• [TASK GOAL]:
When a line contains the string "linejoin", it counts once; give the total of such lines in the entries below and nothing else.

• [EXCERPTED DATA]:
+---+

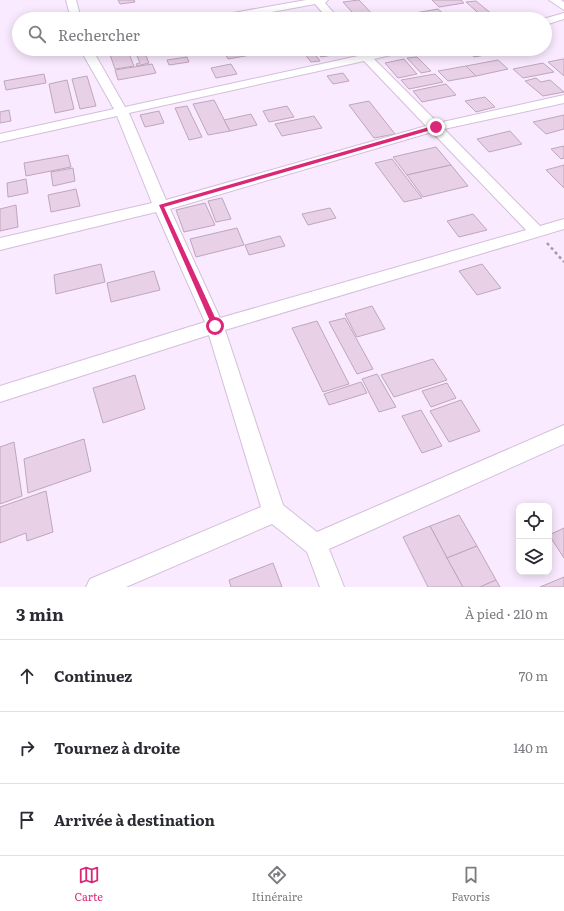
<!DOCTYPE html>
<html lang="fr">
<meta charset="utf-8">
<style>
:root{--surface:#fff;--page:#f7f7f7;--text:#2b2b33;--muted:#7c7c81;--line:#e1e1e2;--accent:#db2777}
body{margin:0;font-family:Literata,serif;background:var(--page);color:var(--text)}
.controls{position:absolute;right:12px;bottom:12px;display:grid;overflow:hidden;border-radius:8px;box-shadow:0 2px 10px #0003}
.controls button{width:36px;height:36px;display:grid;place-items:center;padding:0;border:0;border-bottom:1px solid var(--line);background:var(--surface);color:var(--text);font:20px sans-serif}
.stop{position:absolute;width:12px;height:12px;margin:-9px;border:3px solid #db2777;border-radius:50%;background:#fff}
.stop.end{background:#db2777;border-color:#fff;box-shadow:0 1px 4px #0008}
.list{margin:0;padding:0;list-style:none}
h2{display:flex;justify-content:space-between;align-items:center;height:52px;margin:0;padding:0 16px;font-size:17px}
h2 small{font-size:13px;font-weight:400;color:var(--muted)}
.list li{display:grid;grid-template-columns:26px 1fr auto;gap:12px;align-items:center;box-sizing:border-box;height:72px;padding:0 16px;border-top:1px solid var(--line)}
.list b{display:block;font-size:15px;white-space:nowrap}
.list em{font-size:13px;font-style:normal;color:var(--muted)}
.icon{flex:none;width:22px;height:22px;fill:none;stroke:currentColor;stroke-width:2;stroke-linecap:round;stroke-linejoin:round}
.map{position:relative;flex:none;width:564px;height:587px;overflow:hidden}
.search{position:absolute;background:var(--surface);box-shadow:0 2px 10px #0003;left:12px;right:12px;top:12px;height:44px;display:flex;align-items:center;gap:10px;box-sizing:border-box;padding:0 14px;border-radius:22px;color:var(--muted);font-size:15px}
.sheet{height:268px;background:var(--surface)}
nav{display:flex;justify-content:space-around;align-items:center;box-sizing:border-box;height:56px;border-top:1px solid var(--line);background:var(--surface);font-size:11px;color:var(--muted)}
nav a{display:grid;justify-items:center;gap:2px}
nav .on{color:var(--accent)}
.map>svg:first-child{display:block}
.building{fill:#e8d0e7;stroke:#bea6bd}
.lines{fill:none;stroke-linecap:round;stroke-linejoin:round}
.minor-casing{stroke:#d3bfd9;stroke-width:2}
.path{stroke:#a699a9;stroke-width:2.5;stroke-dasharray:3 3;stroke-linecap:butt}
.minor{fill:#fff;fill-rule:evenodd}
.route{fill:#db2777}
</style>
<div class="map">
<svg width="564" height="587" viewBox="0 0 564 587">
<rect width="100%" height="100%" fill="#faeaff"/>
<!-- building -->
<g class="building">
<path d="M118,0h16l1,2 -15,2z"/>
<path d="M359,0l17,18 -18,1 -15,-17z"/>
<path d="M432,0h29l3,3 -25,4z"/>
<path d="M476,1l22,18h-13l-19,-17z"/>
<path d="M438,9l7,6 -31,4 -5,-5z"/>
<path d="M108,49h19l7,17 -19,3z"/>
<path d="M134,49h9l6,14 -12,3 -1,-2 4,-1z"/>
<path d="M185,49h35l1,1 -32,5z"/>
<path d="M229,49h30l3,4 -34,6 -5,-9z"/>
<path d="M301,49h10l9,12 -9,1z"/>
<path d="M315,49h25l4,4 -23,4z"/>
<path d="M465,49h20l6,5 -17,3z"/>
<path d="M187,57l2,5 -20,3 -2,-5z"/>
<path d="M417,57l14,14 -10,2 -14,-15z"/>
<path d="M404,59l13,15 -19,4 -13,-15z"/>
<path d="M563,59h1v17l-16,-14z"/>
<path d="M498,60l10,9 -32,7 -10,-10z"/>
<path d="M543,63l11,9 -31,6 -10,-9z"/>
<path d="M152,64l4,9 -38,7 -3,-10z"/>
<path d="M231,64l6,10 -21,4 -5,-10z"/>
<path d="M466,66l10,10 -28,5 -10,-10z"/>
<path d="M343,73l6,8 -16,3 -6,-8z"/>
<path d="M44,74l2,9 -40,7 -2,-9z"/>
<path d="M435,74l8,8 -34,7 -8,-9z"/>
<path d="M87,76l9,30 -16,3 -8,-30z"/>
<path d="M536,78l5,4 9,-2 14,12 -21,4 -18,-15z"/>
<path d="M67,80l7,29 -19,4 -6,-29z"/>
<path d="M446,84l10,11 -34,7 -9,-11z"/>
<path d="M485,97l10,10 -19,5 -11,-11z"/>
<path d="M214,100l16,31 -22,4 -15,-31z"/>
<path d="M369,101l26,33 -21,4 -25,-33z"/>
<path d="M187,106l15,31 -13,3 -14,-32z"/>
<path d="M287,106l7,11 -25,5 -6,-11z"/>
<path d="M9,110l2,11 -11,2v-11z"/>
<path d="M159,111l5,12 -19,4 -5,-12z"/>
<path d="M251,114l6,11 -27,6 -6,-11z"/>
<path d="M564,115v14l-18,5 -13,-12z"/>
<path d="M314,116l8,12 -40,8 -7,-12z"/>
<path d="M510,131l12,13 -33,8 -12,-13z"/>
<path d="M564,146v12l-3,1 -10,-10z"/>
<path d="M436,147l15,18 -44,10 -14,-18z"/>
<path d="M68,155l3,12 -45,9 -2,-13z"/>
<path d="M392,159l30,39 -18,4 -29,-39z"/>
<path d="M451,165l17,21 -45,11 -16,-22z"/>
<path d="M564,165v23l-18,-18z"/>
<path d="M73,168l2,13 -22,5 -2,-14z"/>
<path d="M26,179l2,14 -20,4 -1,-14z"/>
<path d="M76,189l4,17 -29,6 -3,-17z"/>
<path d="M222,198l9,21 -15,3 -8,-21z"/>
<path d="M205,203l10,22 -31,7 -8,-22z"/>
<path d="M16,205l2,22 -18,4v-22z"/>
<path d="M330,208l6,10 -28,7 -6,-11z"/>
<path d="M473,214l14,16 -28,7 -12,-16z"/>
<path d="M237,228l7,17 -48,12 -6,-18z"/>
<path d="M280,236l5,10 -36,9 -4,-10z"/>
<path d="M101,264l4,18 -49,12 -2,-19z"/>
<path d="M482,264l19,24 -24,7 -18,-24z"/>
<path d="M154,271l6,19 -49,12 -4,-19z"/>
<path d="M372,306l13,23 -28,8 -12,-23z"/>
<path d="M345,318l28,51 -16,5 -28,-52z"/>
<path d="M317,321l32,63 -26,8 -31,-64z"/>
<path d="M433,359l14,21 -53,17 -13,-22z"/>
<path d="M377,374l19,33 -17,5 -17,-33z"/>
<path d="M135,375l10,34 -42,14 -10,-35z"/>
<path d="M361,382l6,11 -38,12 -5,-11z"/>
<path d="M447,383l9,15 -25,9 -9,-16z"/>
<path d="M461,400l19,31 -31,11 -19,-31z"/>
<path d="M421,410l21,36 -20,7 -20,-37z"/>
<path d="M84,439l7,32 -63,22 -4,-34z"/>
<path d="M14,442l8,54 -22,8v-57z"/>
<path d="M46,491l7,41 -26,9 -1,-8 -26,10v-36z"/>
<path d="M459,515l18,31 -30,12 -17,-32z"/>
<path d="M430,526l17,32 16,29h-35l-25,-50z"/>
<path d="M564,528v30l-15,-23z"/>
<path d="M477,546l19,34 -16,7h-17l-16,-29z"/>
<path d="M273,563l9,24h-51l-2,-7z"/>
<path d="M564,577v10h-24z"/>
<path d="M496,580l4,7h-20z"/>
</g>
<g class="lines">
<!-- minor casing -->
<g class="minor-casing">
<g id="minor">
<path d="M66,0h10l5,19h-10z"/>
<path d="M306,0h22l-3,3 14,16h-11l-13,-15 -81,15h-23l5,-3z"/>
<path d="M549,0h12l3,2v8z"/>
<path d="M564,13v6l-19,6v-6h-2z"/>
<path d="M80,49h12l33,58 233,-51 -4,-5 2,-2h8l5,4 19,-4h22l-2,2 -34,8 64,64 126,-28v8l-120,26 96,97 24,-7v10l-339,101 58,175 34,27 247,-107v19l-235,105 15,38h-24l-13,-35 -35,-28 -146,63h-40l4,-8 171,-72 -52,-172 -209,67v-16l205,-64 -49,-110 -156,38v-12l152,-35 -35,-87 -117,26v-8l114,-25zM364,61l62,65 -260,74 -37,-87zM432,132l94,98 -306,88 -50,-109z"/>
</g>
</g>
<!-- path -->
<path class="path" d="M547,243l17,19"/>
<!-- minor -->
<use href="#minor" class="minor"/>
</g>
<!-- route -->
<path class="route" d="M436,125l2,3 -274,79 55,119 -4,3 -2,-1 -54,-123z"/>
</svg>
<div class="controls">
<button><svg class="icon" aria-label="locate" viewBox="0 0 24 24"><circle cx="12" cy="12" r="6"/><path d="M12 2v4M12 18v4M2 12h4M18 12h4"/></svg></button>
<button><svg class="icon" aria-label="layers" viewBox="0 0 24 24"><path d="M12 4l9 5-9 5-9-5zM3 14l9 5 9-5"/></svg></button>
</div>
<div class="stop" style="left:215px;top:326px"></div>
<div class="stop end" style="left:436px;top:127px"></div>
<div class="search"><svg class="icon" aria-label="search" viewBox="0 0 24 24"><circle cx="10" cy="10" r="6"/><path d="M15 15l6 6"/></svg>Rechercher</div>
</div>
<section class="sheet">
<h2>3 min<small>À pied · 210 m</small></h2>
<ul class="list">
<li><svg class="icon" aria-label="ahead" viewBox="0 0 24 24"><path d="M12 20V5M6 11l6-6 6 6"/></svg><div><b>Continuez</b></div><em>70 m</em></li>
<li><svg class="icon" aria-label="right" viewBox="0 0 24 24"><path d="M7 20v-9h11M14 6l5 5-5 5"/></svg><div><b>Tournez à droite</b></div><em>140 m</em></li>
<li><svg class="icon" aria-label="arrive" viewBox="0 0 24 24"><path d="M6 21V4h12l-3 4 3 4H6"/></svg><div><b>Arrivée à destination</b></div></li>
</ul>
</section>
<nav>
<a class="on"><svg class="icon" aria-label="map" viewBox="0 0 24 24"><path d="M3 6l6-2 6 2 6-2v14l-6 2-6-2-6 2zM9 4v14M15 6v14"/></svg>Carte</a>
<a><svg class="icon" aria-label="directions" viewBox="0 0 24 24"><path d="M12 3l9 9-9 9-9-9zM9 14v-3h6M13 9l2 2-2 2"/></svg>Itinéraire</a>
<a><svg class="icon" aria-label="saved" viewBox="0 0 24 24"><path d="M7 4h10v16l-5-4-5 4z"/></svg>Favoris</a>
</nav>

+---+

• [EXERCISE ANSWER]:
2